We could try looking for "leaderboad-table" in the html string, but there's a better way. `Beautifulsoup` is a Python library that makes parsing HTML easy.

In [None]:
# Install BeautifulSoup and possibly restart your notebook, being sure to re-run prior cells.
%pip install beautifulsoup4

In [None]:
from bs4 import BeautifulSoup # We can now use BeautifulSoup to parse the HTML

soup = BeautifulSoup(html, 'html.parser') 
print(soup.prettify()[:500]) # print it as before, but now it's prettified

Now we can use BeautifulSoup to find the "leaderboard-table" element.

In [None]:
# find the table element with class "leaderboard-table"

leaderboard_table = soup.find('table', {'class': 'leaderboard-table'})
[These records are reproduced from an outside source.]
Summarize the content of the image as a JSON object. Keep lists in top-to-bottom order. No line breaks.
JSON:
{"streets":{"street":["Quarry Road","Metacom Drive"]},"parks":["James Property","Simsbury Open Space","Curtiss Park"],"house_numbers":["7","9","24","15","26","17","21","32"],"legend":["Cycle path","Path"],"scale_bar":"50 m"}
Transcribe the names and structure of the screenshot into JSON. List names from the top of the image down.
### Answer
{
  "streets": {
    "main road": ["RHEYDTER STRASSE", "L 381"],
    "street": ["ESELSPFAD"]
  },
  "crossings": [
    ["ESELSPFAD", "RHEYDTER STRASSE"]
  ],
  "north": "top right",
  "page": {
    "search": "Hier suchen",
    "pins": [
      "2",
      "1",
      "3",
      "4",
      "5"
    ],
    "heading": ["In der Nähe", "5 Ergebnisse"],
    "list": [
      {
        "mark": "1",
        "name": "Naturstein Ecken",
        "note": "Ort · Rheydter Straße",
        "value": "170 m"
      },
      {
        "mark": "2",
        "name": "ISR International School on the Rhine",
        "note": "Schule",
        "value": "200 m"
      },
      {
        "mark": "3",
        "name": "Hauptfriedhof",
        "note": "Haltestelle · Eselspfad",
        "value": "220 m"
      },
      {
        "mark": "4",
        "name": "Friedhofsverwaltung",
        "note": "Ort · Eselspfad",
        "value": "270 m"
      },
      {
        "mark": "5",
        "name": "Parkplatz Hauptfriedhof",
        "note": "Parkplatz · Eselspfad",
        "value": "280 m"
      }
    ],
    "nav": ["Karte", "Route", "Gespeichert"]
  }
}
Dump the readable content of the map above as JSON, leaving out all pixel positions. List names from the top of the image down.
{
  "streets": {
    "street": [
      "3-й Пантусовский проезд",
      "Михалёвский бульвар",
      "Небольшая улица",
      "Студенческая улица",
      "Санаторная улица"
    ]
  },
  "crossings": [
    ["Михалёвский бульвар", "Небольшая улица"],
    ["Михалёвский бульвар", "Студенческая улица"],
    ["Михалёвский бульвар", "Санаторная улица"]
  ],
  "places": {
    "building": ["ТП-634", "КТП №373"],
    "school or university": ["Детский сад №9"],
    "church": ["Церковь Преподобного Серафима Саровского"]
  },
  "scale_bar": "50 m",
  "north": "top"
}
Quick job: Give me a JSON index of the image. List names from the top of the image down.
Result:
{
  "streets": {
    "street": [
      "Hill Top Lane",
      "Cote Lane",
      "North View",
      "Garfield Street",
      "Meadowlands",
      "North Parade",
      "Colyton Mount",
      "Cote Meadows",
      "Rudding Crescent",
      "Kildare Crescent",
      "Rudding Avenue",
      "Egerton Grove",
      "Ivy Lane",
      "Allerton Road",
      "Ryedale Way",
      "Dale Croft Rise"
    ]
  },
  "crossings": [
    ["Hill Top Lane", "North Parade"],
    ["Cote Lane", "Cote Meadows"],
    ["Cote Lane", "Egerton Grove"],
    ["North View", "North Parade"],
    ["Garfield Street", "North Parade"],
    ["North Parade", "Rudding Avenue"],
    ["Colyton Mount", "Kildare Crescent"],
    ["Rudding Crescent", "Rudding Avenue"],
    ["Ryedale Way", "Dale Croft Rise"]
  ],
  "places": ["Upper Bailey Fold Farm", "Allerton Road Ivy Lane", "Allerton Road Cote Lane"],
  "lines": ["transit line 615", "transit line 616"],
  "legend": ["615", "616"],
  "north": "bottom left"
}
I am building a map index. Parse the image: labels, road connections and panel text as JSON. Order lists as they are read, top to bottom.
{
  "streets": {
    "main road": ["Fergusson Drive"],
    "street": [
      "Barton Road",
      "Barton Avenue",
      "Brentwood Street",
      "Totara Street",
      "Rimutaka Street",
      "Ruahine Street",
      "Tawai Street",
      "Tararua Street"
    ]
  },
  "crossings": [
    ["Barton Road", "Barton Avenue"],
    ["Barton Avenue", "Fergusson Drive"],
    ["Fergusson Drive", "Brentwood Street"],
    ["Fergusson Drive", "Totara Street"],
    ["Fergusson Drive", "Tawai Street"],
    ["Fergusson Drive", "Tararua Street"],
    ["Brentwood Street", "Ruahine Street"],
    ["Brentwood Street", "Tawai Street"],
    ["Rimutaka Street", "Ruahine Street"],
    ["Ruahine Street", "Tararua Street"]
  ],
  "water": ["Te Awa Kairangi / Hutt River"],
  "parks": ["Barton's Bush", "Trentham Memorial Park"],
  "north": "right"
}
print(leaderboard_table.prettify()[:500]) # print the first 500 characters of the table

Not only can Beautifulsoup find the element, it also allows us to easily extract the data.

In [None]:
# Extract table data into a list of dictionaries

rows = leaderboard_table.find_all('tr') # Find all rows in the table
header = [cell.text for cell in rows[0].find_all('th')] # Get the header row
data = [
    {header[i]: cell.text for i, cell in enumerate(row.find_all('td'))} # Create a dictionary for each row using the header to name the keys
    for row in rows[1:]
]

data

Pretty neat, right?

<span style="color:#ff5555;font-weight:bold;font-size:1.5rem;">
    STOP
</span>

... or keep going if you want to work ahead.

---

**It's not always this easy.**

Some pages dynamically generate content using Javascript. This is a problem for us because the `requests` library cannot run Javascript code. Let's try to scrape content from a page that uses a lot of Javascript.

- Go to [the MAIC research groups page](https://msoe-maic.com/library?nav=Research).
- Use the element selector to select a group's section.
- Note the id of the element.

For instance, the page has this div with an id of `agent-simulation-experts`.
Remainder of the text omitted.